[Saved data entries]

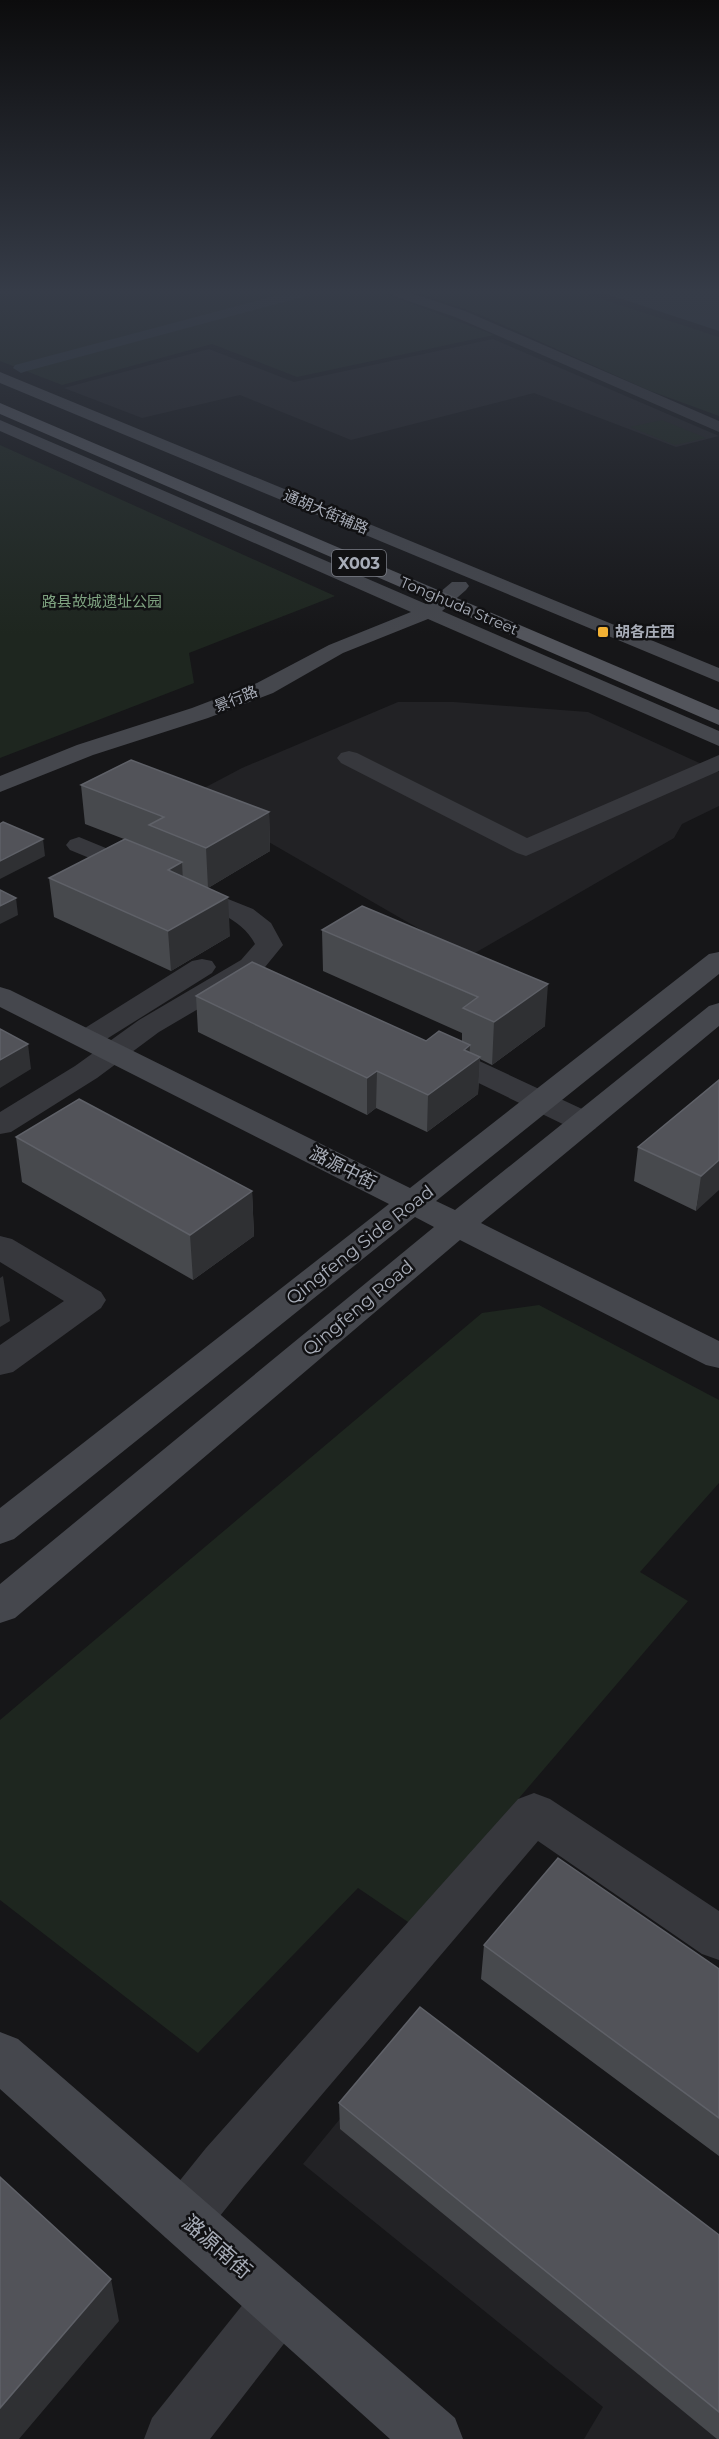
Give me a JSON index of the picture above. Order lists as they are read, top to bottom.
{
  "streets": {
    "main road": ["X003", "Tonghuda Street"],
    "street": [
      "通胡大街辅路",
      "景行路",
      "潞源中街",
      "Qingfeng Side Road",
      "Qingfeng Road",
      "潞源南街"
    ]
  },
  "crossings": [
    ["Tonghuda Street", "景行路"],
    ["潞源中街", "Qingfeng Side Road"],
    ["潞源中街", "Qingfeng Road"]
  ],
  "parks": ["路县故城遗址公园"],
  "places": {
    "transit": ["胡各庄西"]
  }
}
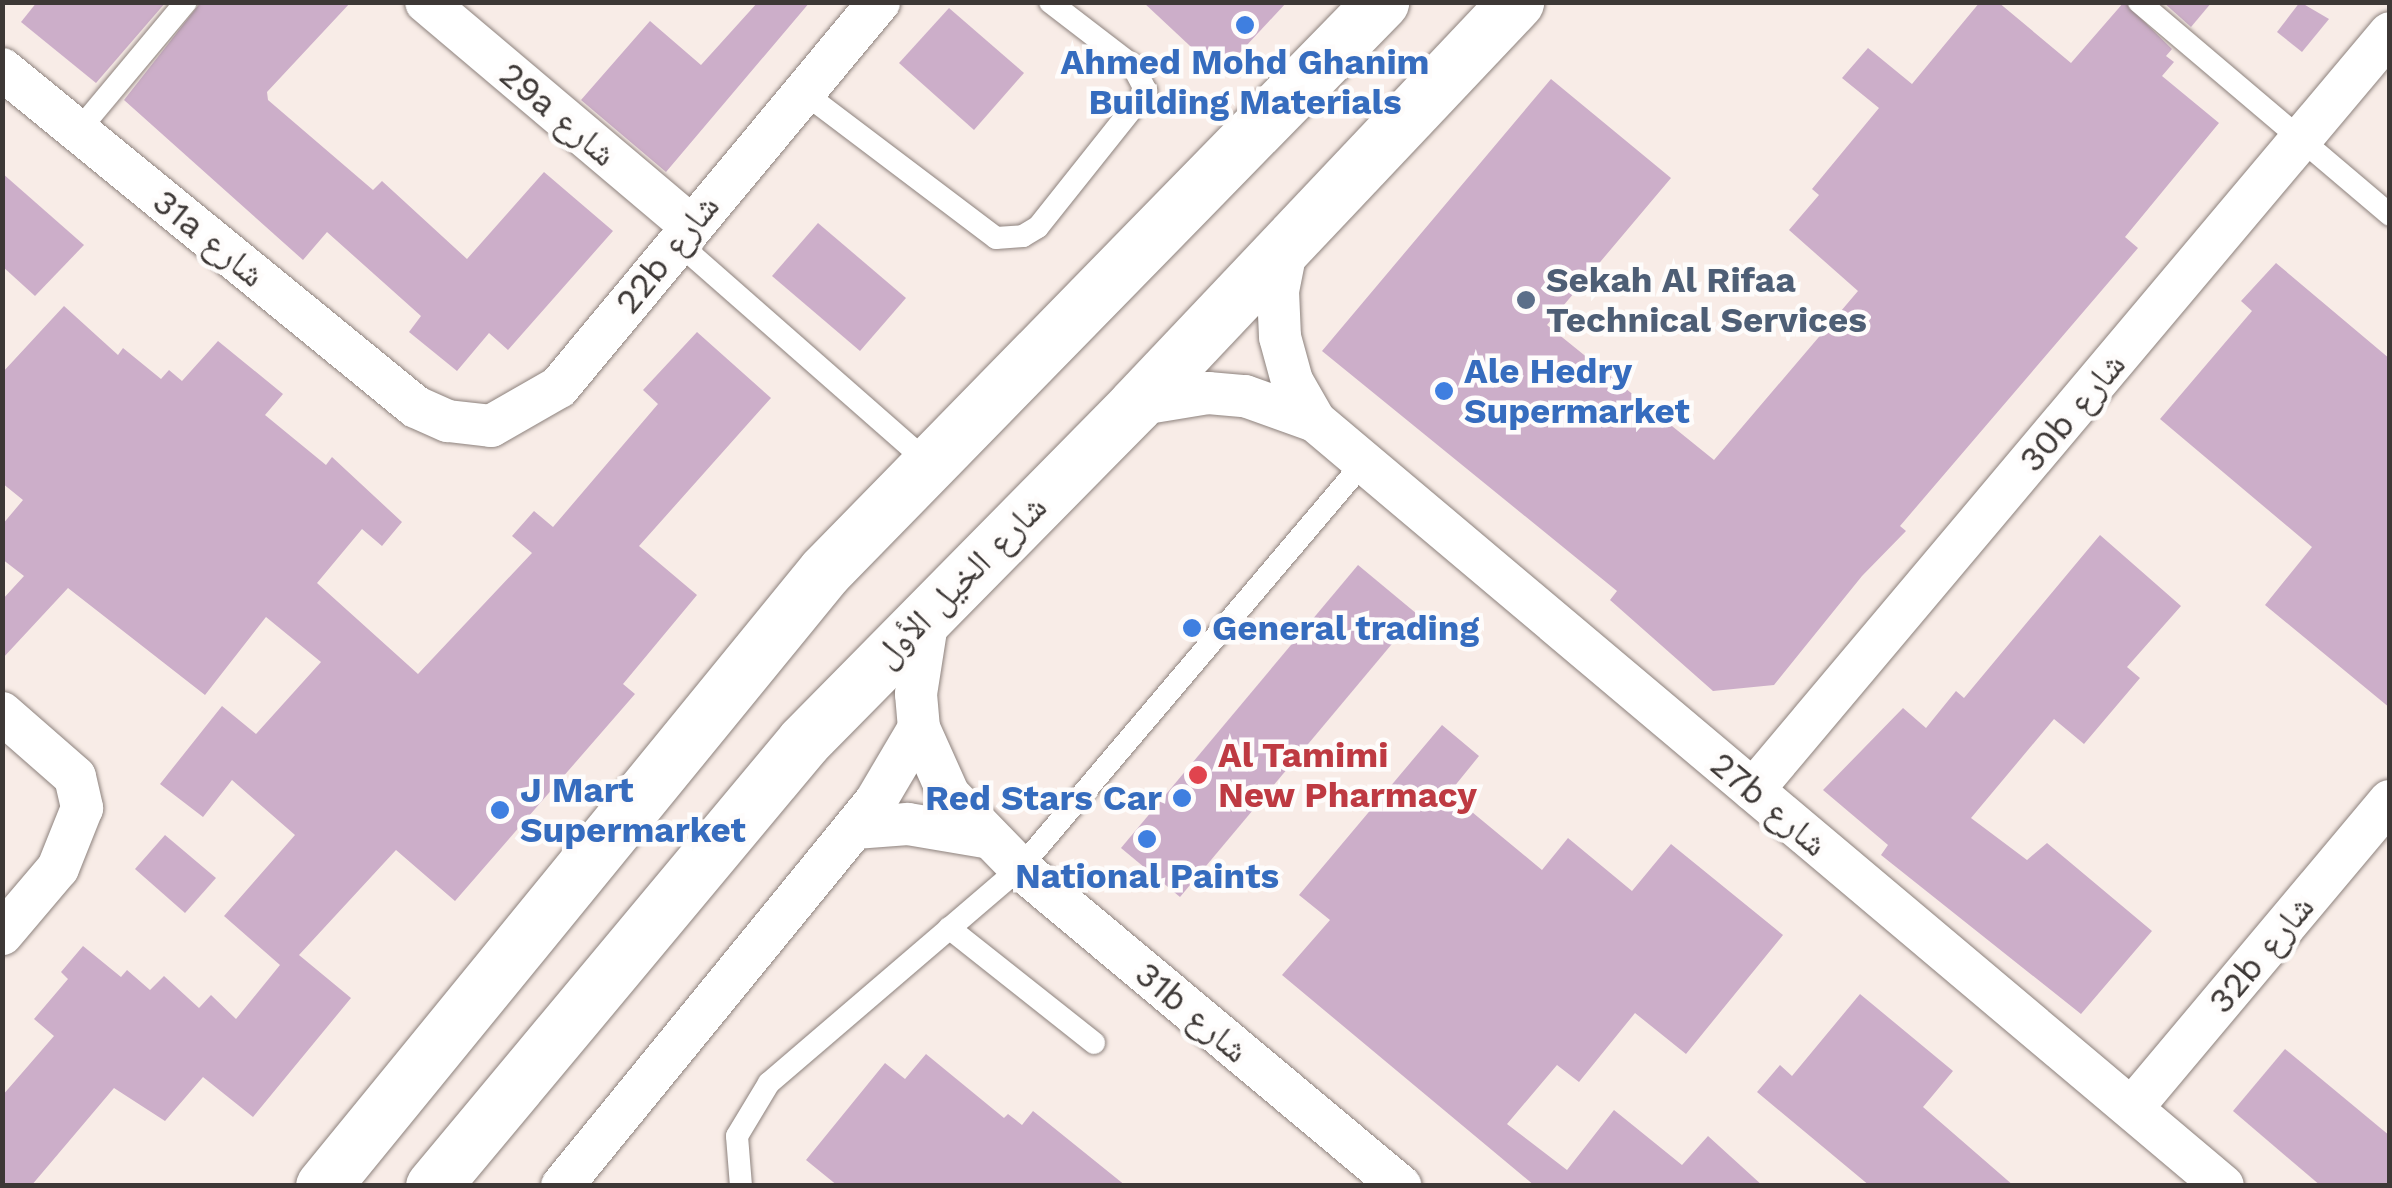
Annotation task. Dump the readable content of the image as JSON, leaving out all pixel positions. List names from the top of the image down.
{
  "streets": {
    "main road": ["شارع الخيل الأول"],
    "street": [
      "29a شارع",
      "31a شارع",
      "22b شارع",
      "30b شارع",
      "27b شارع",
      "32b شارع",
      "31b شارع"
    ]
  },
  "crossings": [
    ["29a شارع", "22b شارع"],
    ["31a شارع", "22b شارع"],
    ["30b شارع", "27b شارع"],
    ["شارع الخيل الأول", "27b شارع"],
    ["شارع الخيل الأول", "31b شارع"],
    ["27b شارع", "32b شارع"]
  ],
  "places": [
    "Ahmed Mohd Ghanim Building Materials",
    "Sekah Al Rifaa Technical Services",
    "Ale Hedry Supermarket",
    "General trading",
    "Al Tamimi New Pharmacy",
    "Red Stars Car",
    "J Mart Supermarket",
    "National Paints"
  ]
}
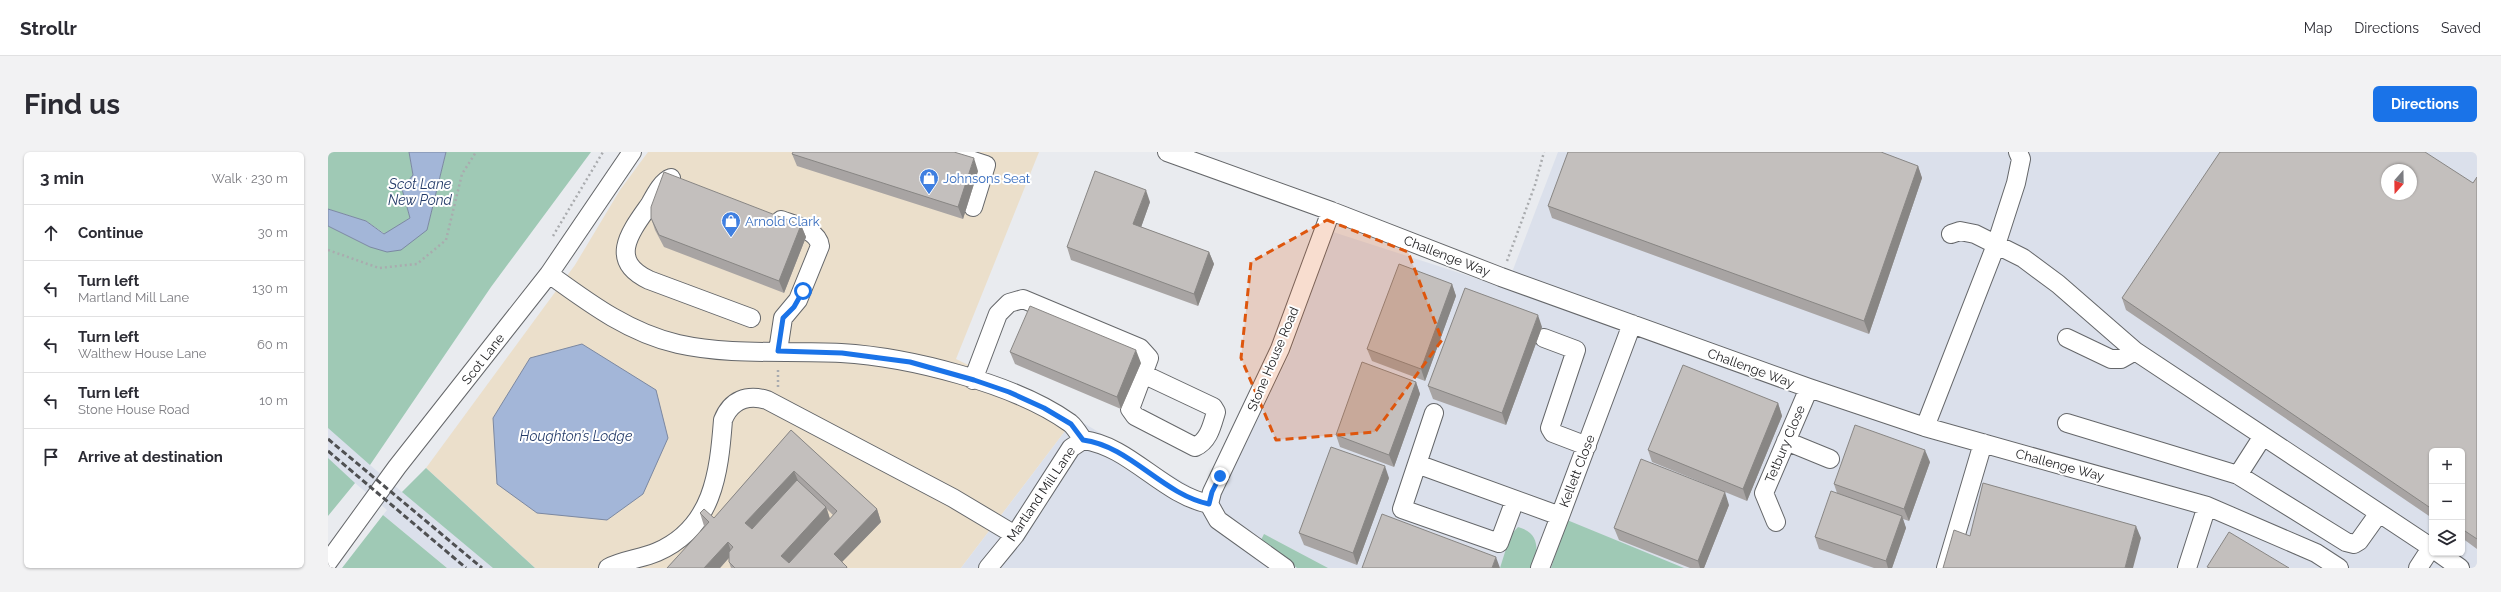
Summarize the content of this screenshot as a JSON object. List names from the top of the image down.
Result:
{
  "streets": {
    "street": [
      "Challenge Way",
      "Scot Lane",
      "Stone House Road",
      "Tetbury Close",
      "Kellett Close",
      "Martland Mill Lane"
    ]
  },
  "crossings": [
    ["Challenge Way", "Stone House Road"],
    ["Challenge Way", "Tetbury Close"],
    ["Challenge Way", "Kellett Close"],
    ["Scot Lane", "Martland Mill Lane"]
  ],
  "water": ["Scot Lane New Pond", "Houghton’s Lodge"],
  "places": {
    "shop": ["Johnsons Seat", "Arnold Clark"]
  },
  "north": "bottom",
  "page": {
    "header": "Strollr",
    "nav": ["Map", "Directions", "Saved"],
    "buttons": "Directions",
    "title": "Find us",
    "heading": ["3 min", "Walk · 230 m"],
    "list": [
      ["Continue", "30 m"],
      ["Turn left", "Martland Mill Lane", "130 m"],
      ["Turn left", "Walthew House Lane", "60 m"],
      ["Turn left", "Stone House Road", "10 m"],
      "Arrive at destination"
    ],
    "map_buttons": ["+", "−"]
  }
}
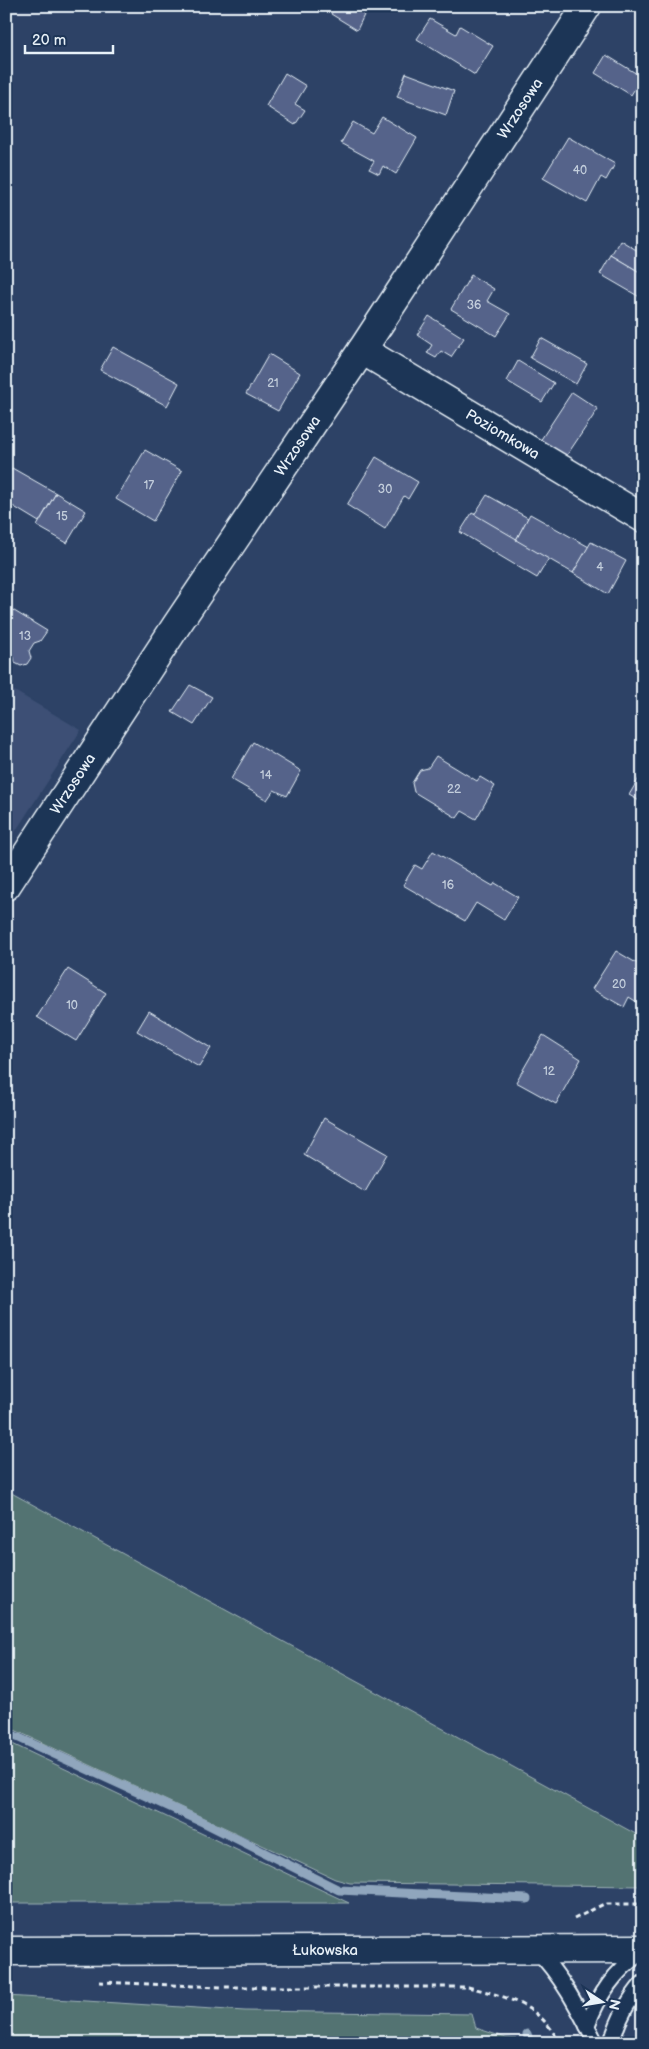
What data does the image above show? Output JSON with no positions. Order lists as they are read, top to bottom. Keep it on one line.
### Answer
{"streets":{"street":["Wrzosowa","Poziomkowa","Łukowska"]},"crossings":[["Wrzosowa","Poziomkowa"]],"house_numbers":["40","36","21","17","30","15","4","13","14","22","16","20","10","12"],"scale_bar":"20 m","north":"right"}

> [TASK GOAL]: Repeat all of the records verbatim, leaving out the pictures.

> [EXERCISE ANSWER]:
Give me a JSON index of the picture above. Order lists as they are read, top to bottom.
{
  "streets": {
    "main road": ["X003", "Tonghuda Street"],
    "street": [
      "通胡大街辅路",
      "景行路",
      "潞源中街",
      "Qingfeng Side Road",
      "Qingfeng Road",
      "潞源南街"
    ]
  },
  "crossings": [
    ["Tonghuda Street", "景行路"],
    ["潞源中街", "Qingfeng Side Road"],
    ["潞源中街", "Qingfeng Road"]
  ],
  "parks": ["路县故城遗址公园"],
  "places": {
    "transit": ["胡各庄西"]
  }
}
Annotation task. Dump the readable content of the image as JSON, leaving out all pixel positions. List names from the top of the image down.
{
  "streets": {
    "main road": ["شارع الخيل الأول"],
    "street": [
      "29a شارع",
      "31a شارع",
      "22b شارع",
      "30b شارع",
      "27b شارع",
      "32b شارع",
      "31b شارع"
    ]
  },
  "crossings": [
    ["29a شارع", "22b شارع"],
    ["31a شارع", "22b شارع"],
    ["30b شارع", "27b شارع"],
    ["شارع الخيل الأول", "27b شارع"],
    ["شارع الخيل الأول", "31b شارع"],
    ["27b شارع", "32b شارع"]
  ],
  "places": [
    "Ahmed Mohd Ghanim Building Materials",
    "Sekah Al Rifaa Technical Services",
    "Ale Hedry Supermarket",
    "General trading",
    "Al Tamimi New Pharmacy",
    "Red Stars Car",
    "J Mart Supermarket",
    "National Paints"
  ]
}
Summarize the content of this screenshot as a JSON object. List names from the top of the image down.
Result:
{
  "streets": {
    "street": [
      "Challenge Way",
      "Scot Lane",
      "Stone House Road",
      "Tetbury Close",
      "Kellett Close",
      "Martland Mill Lane"
    ]
  },
  "crossings": [
    ["Challenge Way", "Stone House Road"],
    ["Challenge Way", "Tetbury Close"],
    ["Challenge Way", "Kellett Close"],
    ["Scot Lane", "Martland Mill Lane"]
  ],
  "water": ["Scot Lane New Pond", "Houghton’s Lodge"],
  "places": {
    "shop": ["Johnsons Seat", "Arnold Clark"]
  },
  "north": "bottom",
  "page": {
    "header": "Strollr",
    "nav": ["Map", "Directions", "Saved"],
    "buttons": "Directions",
    "title": "Find us",
    "heading": ["3 min", "Walk · 230 m"],
    "list": [
      ["Continue", "30 m"],
      ["Turn left", "Martland Mill Lane", "130 m"],
      ["Turn left", "Walthew House Lane", "60 m"],
      ["Turn left", "Stone House Road", "10 m"],
      "Arrive at destination"
    ],
    "map_buttons": ["+", "−"]
  }
}
What data does the image above show? Output JSON with no positions. Order lists as they are read, top to bottom. Keep it on one line.
### Answer
{"streets":{"street":["Wrzosowa","Poziomkowa","Łukowska"]},"crossings":[["Wrzosowa","Poziomkowa"]],"house_numbers":["40","36","21","17","30","15","4","13","14","22","16","20","10","12"],"scale_bar":"20 m","north":"right"}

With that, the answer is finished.